A Place of One's Own
Redefining Territory Through Pilgrimage in Russia's Ural Region
In a multi-cultural environment and especially in conditions of empire, pilgrimage can be a tool for individuals and groups to newly experience and define space. Pilgrimage then has an inward and outward effect, remaking the people moving through the landscape but also recreating the ground they set foot upon.
Nowadays, Muslims tend to be portrayed as foreign Others in the Russian media, even though it was the Russian Empire that expanded south to swallow the multi-ethnic populations of the Volga and Urals regions. In a mostly Christian Orthodox environment that designates a minority status to Muslims, pilgrimage around the almost exclusively Tatar / Bashkir village of Barda in the south of Perm Krai contributes to a resignification of the entire space.

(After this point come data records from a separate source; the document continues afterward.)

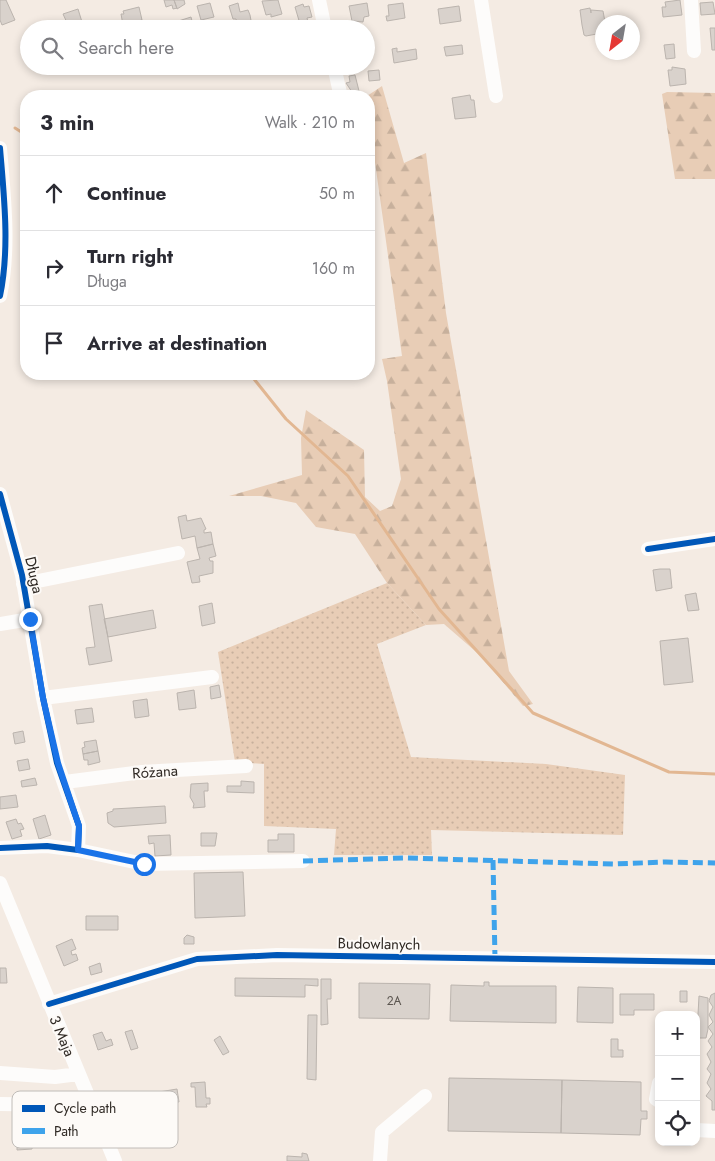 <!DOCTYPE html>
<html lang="en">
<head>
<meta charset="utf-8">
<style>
  :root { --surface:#fff; --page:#f7f7f7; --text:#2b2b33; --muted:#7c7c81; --line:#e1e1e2 }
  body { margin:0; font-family:Jost,sans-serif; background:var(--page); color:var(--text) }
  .controls { position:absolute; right:15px; bottom:15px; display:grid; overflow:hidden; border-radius:10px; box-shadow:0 2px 8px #0003 }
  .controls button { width:45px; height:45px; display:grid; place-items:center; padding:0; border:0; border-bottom:1px solid var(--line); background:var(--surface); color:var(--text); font:25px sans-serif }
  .compass { position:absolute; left:595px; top:15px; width:45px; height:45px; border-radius:50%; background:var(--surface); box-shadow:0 2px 8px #0003; rotate:211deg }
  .stop { position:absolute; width:15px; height:15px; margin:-11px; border:4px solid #1a73e8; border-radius:50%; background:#fff }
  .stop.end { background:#1a73e8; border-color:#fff; box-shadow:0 1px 5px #0008 }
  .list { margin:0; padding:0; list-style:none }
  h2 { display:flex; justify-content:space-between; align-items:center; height:65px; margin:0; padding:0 20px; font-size:21px }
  h2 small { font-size:16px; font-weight:400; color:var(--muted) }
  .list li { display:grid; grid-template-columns:32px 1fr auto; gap:15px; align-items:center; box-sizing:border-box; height:75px; padding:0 20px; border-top:1px solid var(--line) }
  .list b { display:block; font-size:19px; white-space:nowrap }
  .list p { margin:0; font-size:16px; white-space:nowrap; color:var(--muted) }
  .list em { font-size:16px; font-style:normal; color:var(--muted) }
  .icon { flex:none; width:28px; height:28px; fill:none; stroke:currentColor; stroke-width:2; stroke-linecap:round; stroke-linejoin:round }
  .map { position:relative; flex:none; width:715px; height:1161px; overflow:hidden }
  .search { position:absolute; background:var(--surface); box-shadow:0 2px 8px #0003; left:20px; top:20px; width:355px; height:55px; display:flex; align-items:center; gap:12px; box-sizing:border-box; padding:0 18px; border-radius:28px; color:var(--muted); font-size:19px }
  .panel { position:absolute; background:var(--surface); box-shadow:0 2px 8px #0003; left:20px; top:90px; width:355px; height:290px; border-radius:20px }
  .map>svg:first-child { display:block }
  .grass { fill:url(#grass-dots) }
  .forest { fill:url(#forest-firs) }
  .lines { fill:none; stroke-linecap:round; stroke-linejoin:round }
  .stream { stroke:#e2b792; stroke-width:3 }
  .building { fill:#d9d2cc; stroke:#bbb4ae }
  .minor { stroke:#fdfcfb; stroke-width:14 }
  .quiet { stroke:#3ea3eb; stroke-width:5; stroke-dasharray:10 5; stroke-linecap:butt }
  .cycleway-casing { stroke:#fdfaf7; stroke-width:9 }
  .cycleway { stroke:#0057b8; stroke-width:6 }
  .route { stroke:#1a73e8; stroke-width:6 }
  .labels { text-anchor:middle; stroke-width:4; stroke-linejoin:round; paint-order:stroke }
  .number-label { font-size:12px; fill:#5c5650 }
  .street-label { font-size:15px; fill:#302a25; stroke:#fdfaf7 }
  .key { fill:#fdfaf7; stroke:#c0bcb8; stroke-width:1 }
  .key-label { font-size:14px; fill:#302a25 }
</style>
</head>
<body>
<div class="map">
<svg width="715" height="1161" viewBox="0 0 715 1161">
  <defs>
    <pattern id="grass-dots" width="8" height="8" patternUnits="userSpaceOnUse" patternTransform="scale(1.25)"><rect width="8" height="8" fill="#e8cdb6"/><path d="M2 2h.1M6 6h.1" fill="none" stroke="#c7b09c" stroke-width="1.8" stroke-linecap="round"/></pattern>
    <pattern id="forest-firs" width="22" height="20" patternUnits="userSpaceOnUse" patternTransform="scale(1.25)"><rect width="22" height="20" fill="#e8cdb6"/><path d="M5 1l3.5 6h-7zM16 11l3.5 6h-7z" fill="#c7b09c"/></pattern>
  </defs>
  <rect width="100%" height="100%" fill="#f4ebe3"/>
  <!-- grass -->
  <path class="grass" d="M387,583L426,625L377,644L411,757L546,764L625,775L623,835L431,830L432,855H334L336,829L264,826V764L235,762L218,652Z"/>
  <!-- forest -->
  <path class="forest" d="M382,86L404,163L426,153L446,313L509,671L533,704L523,706L482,657L444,624L426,625L387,583L355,534L316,527L296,503L261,496H229L302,475L301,438L306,410L364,450L365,497L380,511L392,506L401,479L387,381L382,359L402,356L369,119V96H367Z
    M667,92L715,93V179H675L662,94Z"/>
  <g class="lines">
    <!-- stream -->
    <path class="stream" d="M15,128L26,135
      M250,374L286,419L348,476L439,609L533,713L669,772L715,774"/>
  </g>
  <!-- building -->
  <path class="building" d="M0,0H6L15,20L2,25L0,20Z
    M164,0H174L177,8L173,9L172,5L166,7Z
    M174,0H184L185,4L177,9Z
    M278,0L282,14L271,17V14L266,15L262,1Z
    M680,0L682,15L663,17L662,7H666L665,2Z
    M713,2L715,14L701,15L700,3Z
    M210,3L214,17L201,20L197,6Z
    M238,3L240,12L248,10L250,15L252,26L248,29H239L236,19H233L229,6Z
    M367,3L369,16L364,17L363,22L352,21L349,6Z
    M403,3L405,18L387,21L386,16H389L388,5Z
    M303,4L304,7L309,6L312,17L307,18L308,22L300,24L295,7Z
    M459,6L461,21L440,24L438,9Z
    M139,7L142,20L123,25L121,14H124L123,11Z
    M590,8L591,13V10L603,11L605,22H602V33L586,36L584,35L582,25L580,10Z
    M78,9L82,22L69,27L63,14Z
    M191,17L194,29H171L169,24Z
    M710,28H715V50H712Z
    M674,44L675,58L666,59L664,45Z
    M462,45L463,54L446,56L444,47Z
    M397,48V52L416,49L417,59L394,63L392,49Z
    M672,67L685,69L686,84L670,86L668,70H672Z
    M379,70L380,80L369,81L368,71Z
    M355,75L359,91L352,92L346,83L350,82L349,76Z
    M470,95L471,100H474L476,117L455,119L452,98Z
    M186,515L187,521L201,518L206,529L204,530V533L211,532L213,544L197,548L195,536L182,539L178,517Z
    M213,544L216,556L209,558L210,561H213V573L199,576L200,582L192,583L187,562L200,559L197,548Z
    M660,569H670L672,588L656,591L653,570Z
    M696,593L699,610L688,611L685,595Z
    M212,603L215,623L202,626L199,606Z
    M102,604L112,661L89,665L86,648L95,647L89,606Z
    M153,610L156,628L108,637L104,619Z
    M688,638L693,682L664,685L660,641Z
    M219,685L221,697L211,699L210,687Z
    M194,690L196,708L179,710L177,693Z
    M147,699L149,716L135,718L133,701Z
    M92,708L94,722L77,724L75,710Z
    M23,731L25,742L15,744L13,733Z
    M96,740L98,751L83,754L82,748L85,747L84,742Z
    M98,751L100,762L88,765V760H84L83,754Z
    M28,759L30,769L19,771L17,761Z
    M35,778L37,785L22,787L21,781Z
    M241,781L254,782V793L227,792V786H241Z
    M208,783V791H204L205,807L193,808L194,804L190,797L191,784Z
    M16,795L18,807L0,809V797Z
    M165,806L166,823L114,827L108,823L107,813L113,811V809Z
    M45,815L51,835L39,839L33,819Z
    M16,819L18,824L21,823L24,829L20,830L22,836L12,839L6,822Z
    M201,833H217L215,846H201Z
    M278,834H294V852H268V840H278Z
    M170,835L171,855L155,856L154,843L149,844L148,836Z
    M243,872L245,916L195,918L194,873Z
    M86,916H118V930H86Z
    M187,935L194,937V944H184V938Z
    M72,939L76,949L71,951L72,955L76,954L78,960L64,966L56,946Z
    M100,963L102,972L91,975L89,967Z
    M0,968H6L7,983H0Z
    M235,978L318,979V986L305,985V997L235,996Z
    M321,979H331V999H327L328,1024L321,1025Z
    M484,982H489V986H556V1023L450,1021L451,985L484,986Z
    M359,983L430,984L429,1019L359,1018Z
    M578,987L613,988V1023L577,1022Z
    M680,991H687V1002H680Z
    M715,993V1110H712V1101L706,1096L711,1089L707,1083L711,1074L707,1069L711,1062L707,1054L712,1047L708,1041L713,1034L708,1027L713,1022L709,1015L713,1007L709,1001L711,995Z
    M620,994H654V1010H634V1015H620Z
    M699,996L708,998V1029L706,1038H699V1033H697Z
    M308,1015H317L316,1080L307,1079Z
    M132,1030L138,1048L131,1050L125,1032Z
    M102,1032L106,1041L111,1039L113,1045L98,1050L93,1035Z
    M220,1036L229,1052L223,1055L214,1040Z
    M611,1039H618V1050H623V1057H611Z
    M449,1078L562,1080L561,1133L448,1131Z
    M562,1080L641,1082V1111H647V1119H641L640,1135L561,1133Z
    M205,1082L206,1098H210V1104H206L207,1107H196L195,1087H191V1083Z
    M177,1089L179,1102H173L174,1106L161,1107L159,1092Z
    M22,1134L35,1135L32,1149L17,1150V1136Z
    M302,1153L307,1154L309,1161H287V1156L302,1157Z"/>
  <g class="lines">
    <!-- minor -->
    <path class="minor" d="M319,0L325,29
      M481,0L496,96
      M691,0L694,51
      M334,66L340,93
      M0,148C4,197 10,248 0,296
      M0,494L22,575L43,698L57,763L79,826L78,850L47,846L0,848
      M648,549L715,539
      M23,584L178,553
      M0,624L30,619
      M43,698L212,677
      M65,782L142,772L246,766
      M78,850L144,864L303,861
      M0,883L115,1161
      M49,1004L197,959L277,955L715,962
      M0,1073L55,1077L78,1074
      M659,1083L656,1099L659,1101
      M0,1104L67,1105L90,1101
      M696,1130L715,1131
      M380,1161L382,1132L425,1096"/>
    <!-- quiet -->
    <path class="quiet" d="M493,860L495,959
      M303,861L405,858L613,864L666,862L715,863"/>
    <!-- cycleway casing -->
    <g class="cycleway-casing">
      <path id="cycleway" d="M0,148C4,197 10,248 0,296
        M0,494L22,575L43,698L57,763L79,826L78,850L47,846L0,848
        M648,549L715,539
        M49,1004L197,959L277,955L715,962"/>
    </g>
    <!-- cycleway -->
    <use href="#cycleway" class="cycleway"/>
  </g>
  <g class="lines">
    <!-- route -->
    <path class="route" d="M30,619L43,698L58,763L79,826L78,850L144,864"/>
  </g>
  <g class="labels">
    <!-- number labels -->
    <g class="number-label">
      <text x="394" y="1005">2A</text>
    </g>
    <!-- street labels -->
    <g class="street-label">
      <text transform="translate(34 575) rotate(77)" y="5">Długa</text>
      <text transform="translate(155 772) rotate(-4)" y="5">Różana</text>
      <text transform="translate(379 944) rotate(1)" y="5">Budowlanych</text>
      <text transform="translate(62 1036) rotate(67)" y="5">3 Maja</text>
    </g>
  </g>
  <!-- legend -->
  <rect x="12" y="1091" width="166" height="57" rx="8" class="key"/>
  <rect x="22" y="1105" width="23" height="7" fill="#0057b8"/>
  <rect x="22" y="1128" width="23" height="6" fill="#3ea3eb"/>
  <g class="key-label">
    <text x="54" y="1113">Cycle path</text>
    <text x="54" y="1136">Path</text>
  </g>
</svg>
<div class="controls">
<button>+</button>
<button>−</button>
<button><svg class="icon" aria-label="locate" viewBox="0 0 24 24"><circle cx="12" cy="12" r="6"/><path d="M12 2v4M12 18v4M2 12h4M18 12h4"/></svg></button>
</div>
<svg class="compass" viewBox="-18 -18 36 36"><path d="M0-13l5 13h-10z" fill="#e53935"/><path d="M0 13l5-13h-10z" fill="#7c7c81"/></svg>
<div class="stop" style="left:144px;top:864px"></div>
<div class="stop end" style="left:30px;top:619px"></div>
<div class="search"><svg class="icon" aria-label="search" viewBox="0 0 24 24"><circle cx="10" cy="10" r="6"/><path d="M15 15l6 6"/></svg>Search here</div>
<section class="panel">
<h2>3 min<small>Walk · 210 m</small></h2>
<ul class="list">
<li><svg class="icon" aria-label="ahead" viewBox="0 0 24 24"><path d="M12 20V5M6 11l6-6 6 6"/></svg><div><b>Continue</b></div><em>50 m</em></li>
<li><svg class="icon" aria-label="right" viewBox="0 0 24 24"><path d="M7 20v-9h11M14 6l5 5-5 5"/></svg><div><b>Turn right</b><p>Długa</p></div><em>160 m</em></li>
<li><svg class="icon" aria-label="arrive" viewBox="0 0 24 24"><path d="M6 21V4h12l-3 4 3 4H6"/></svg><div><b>Arrive at destination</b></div></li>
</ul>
</section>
</div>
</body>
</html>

In order to do the research participants justice, this project can be seen as an attempt to decolonise our basic assumptions about the relationship between the world and the human subject. Epistemology is therefore not the default setting for analysis. Barda is located in a valley surrounded by seven mountains that once served as lookouts for guardians, who in time came to be venerated as holy men. When the pilgrims pay their respects at gravesites, springs and mountain slopes, the old paths of pilgrimage are being activated, baraka (a spiritual force) begins to flow, the landscape of the dead comes to life and a peripheral Russian area transforms into a mythic land of Tatar sages and warriors of central significance. The reawakening of the land goes hand in hand with spatial claims being made and related to religious, local and ethnic / national identities. Apart from the sites themselves, recorded sermons, photographs, fragrance and blessed sweets play their role in conferring a spiritual quality to the experience.